• _PROBLEM STATEMENT_: Locate every line in the records below that contains the word "hidden", and copy each one.

- Opening Delimiter -

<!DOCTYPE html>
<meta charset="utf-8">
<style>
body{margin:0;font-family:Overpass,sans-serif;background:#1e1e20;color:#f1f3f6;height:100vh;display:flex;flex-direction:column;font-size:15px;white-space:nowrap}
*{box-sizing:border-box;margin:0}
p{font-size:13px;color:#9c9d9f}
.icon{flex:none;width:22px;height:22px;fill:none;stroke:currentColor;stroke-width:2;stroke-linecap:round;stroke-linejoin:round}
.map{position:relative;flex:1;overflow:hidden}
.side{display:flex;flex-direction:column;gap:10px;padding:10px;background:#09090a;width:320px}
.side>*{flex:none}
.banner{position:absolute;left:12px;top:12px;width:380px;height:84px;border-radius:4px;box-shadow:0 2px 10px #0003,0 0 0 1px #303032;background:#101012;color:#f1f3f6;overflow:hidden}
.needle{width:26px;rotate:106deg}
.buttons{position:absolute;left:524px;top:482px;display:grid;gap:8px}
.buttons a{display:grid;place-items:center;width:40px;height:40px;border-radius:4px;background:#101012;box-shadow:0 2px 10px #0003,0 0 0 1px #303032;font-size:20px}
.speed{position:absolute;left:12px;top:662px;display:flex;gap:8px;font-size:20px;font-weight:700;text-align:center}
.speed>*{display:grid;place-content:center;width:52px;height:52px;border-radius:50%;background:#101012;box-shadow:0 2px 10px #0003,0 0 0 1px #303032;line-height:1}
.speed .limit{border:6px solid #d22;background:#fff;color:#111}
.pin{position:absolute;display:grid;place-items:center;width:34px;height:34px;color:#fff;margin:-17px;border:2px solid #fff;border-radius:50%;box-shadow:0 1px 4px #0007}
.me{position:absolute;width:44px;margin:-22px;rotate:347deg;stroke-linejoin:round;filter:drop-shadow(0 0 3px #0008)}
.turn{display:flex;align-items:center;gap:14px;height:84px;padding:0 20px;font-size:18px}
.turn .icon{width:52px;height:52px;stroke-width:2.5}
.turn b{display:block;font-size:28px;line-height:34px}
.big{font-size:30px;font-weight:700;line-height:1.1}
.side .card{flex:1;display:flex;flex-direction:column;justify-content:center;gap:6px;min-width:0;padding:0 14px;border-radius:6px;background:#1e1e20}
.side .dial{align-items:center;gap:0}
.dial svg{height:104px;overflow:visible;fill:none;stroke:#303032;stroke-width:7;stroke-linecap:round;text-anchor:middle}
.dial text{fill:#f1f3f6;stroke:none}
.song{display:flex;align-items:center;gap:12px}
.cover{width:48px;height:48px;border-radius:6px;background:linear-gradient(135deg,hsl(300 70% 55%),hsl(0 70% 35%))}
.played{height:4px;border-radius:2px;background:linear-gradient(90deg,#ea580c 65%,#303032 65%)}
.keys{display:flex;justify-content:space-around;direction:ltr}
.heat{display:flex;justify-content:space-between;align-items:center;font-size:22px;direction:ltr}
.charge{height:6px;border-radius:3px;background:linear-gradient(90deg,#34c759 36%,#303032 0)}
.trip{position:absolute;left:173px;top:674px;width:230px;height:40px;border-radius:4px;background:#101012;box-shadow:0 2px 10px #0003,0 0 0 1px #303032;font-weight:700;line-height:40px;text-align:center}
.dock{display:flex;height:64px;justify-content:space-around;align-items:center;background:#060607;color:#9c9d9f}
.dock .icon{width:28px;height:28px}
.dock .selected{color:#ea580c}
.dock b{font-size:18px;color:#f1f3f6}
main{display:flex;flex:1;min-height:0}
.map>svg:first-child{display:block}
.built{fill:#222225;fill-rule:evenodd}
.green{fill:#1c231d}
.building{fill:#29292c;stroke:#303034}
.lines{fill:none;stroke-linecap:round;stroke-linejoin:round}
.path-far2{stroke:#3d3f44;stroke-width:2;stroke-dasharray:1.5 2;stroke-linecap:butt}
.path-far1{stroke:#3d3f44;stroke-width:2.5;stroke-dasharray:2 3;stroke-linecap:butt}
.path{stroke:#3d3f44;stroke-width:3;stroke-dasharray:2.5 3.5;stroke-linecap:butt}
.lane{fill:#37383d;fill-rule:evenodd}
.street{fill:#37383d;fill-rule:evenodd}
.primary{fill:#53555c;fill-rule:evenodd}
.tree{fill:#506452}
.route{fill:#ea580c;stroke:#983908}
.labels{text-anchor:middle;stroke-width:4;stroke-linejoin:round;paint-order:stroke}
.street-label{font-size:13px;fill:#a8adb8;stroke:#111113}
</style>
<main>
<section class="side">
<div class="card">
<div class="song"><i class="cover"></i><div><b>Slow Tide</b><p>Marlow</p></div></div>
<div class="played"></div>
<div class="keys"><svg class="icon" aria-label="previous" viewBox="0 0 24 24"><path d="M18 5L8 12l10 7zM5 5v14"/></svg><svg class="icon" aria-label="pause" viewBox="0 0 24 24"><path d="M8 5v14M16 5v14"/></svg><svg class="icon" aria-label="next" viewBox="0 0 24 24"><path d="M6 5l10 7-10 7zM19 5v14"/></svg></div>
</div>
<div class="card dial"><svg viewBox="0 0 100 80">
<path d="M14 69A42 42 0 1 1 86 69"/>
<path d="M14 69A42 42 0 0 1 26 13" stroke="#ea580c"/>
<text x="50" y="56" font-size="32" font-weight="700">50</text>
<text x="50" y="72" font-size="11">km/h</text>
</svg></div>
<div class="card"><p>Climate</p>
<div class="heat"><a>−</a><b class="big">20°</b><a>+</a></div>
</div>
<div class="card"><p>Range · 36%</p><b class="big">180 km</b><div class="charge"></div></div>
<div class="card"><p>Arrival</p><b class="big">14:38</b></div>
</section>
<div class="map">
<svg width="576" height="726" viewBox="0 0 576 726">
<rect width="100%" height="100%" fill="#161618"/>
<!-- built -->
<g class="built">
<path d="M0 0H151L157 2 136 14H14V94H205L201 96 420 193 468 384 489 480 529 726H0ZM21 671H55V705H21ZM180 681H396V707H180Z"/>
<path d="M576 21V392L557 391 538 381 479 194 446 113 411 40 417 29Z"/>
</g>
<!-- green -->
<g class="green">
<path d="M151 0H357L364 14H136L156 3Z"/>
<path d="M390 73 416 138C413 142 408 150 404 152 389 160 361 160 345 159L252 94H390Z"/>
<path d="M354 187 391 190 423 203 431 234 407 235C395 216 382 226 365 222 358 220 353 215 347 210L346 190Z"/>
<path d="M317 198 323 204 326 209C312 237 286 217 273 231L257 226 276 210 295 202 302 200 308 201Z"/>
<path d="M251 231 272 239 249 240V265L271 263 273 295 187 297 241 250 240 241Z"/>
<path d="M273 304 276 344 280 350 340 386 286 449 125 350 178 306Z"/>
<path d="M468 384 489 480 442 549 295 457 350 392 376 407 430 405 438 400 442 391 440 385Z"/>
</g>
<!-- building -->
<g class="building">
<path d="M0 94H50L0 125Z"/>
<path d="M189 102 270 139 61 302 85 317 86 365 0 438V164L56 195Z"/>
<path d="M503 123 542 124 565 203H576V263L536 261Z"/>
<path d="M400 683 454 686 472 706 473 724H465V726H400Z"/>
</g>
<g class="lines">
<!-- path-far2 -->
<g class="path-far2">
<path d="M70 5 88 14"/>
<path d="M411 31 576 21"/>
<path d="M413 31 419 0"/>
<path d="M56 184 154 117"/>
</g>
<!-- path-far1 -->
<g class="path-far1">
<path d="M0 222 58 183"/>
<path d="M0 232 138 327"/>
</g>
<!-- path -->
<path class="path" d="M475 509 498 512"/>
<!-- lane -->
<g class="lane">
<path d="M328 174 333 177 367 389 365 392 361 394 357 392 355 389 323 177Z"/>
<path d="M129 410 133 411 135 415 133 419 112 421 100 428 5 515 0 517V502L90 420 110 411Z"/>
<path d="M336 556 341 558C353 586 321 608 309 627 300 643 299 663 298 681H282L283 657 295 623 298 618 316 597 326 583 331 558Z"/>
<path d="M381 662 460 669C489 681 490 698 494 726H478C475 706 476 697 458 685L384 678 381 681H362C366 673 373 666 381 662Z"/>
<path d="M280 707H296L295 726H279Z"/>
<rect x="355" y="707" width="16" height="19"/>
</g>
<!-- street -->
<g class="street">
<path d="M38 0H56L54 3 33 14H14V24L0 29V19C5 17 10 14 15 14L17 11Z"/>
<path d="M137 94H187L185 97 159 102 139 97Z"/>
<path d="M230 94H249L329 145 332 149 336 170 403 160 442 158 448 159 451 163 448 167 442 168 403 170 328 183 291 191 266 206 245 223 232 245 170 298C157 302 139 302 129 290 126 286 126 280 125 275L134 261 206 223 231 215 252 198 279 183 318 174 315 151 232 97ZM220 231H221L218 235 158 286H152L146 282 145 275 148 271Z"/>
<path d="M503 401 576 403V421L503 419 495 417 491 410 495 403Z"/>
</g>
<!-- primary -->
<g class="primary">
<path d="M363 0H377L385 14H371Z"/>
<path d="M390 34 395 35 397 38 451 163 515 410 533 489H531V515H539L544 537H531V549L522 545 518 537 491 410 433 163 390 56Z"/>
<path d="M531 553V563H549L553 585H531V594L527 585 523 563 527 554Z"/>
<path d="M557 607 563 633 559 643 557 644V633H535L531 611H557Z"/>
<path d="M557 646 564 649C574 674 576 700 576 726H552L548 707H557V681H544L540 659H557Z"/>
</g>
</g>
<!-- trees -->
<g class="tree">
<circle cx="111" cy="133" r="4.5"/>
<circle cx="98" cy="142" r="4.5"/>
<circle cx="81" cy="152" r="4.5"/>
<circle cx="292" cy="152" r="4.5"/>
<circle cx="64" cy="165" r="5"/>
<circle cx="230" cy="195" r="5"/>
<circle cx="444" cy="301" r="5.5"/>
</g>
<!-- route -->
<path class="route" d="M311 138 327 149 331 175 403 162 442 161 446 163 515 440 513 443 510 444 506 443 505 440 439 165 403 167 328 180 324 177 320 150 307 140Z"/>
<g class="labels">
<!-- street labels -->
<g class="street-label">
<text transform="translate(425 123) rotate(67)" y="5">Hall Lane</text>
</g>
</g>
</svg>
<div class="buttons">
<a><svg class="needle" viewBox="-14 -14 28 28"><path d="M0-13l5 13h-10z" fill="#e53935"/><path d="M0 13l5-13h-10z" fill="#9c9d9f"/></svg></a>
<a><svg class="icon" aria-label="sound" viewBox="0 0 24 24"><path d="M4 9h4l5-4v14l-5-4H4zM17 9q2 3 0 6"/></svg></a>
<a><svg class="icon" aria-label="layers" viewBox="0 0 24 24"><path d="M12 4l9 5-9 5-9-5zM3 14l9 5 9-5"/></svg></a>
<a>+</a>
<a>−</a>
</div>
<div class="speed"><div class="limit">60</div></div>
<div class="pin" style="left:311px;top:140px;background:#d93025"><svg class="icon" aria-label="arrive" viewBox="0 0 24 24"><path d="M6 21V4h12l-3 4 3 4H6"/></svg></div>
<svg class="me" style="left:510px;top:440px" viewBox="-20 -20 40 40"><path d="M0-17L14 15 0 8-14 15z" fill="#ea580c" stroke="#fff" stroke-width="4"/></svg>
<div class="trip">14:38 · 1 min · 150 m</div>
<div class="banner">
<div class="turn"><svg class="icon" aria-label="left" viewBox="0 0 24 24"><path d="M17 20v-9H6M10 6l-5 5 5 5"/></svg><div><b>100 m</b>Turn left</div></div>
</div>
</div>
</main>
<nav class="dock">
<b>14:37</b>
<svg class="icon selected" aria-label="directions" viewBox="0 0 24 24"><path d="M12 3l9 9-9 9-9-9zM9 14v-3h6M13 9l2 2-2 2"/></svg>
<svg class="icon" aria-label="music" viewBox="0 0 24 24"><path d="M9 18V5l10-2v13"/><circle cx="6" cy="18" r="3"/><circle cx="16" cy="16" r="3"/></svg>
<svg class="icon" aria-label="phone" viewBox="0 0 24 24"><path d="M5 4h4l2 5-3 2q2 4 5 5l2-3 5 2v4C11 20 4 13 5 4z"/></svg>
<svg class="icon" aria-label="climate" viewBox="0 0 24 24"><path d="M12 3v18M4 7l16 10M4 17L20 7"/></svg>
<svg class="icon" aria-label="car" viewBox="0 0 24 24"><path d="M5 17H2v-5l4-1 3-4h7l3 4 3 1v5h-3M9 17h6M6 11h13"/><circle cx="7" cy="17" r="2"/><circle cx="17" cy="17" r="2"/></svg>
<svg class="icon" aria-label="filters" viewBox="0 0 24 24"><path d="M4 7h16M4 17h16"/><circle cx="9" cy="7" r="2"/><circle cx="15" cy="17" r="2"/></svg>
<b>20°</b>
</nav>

- Closing Delimiter -

• _TASK SOLUTION_:
.map{position:relative;flex:1;overflow:hidden}
.banner{position:absolute;left:12px;top:12px;width:380px;height:84px;border-radius:4px;box-shadow:0 2px 10px #0003,0 0 0 1px #303032;background:#101012;color:#f1f3f6;overflow:hidden}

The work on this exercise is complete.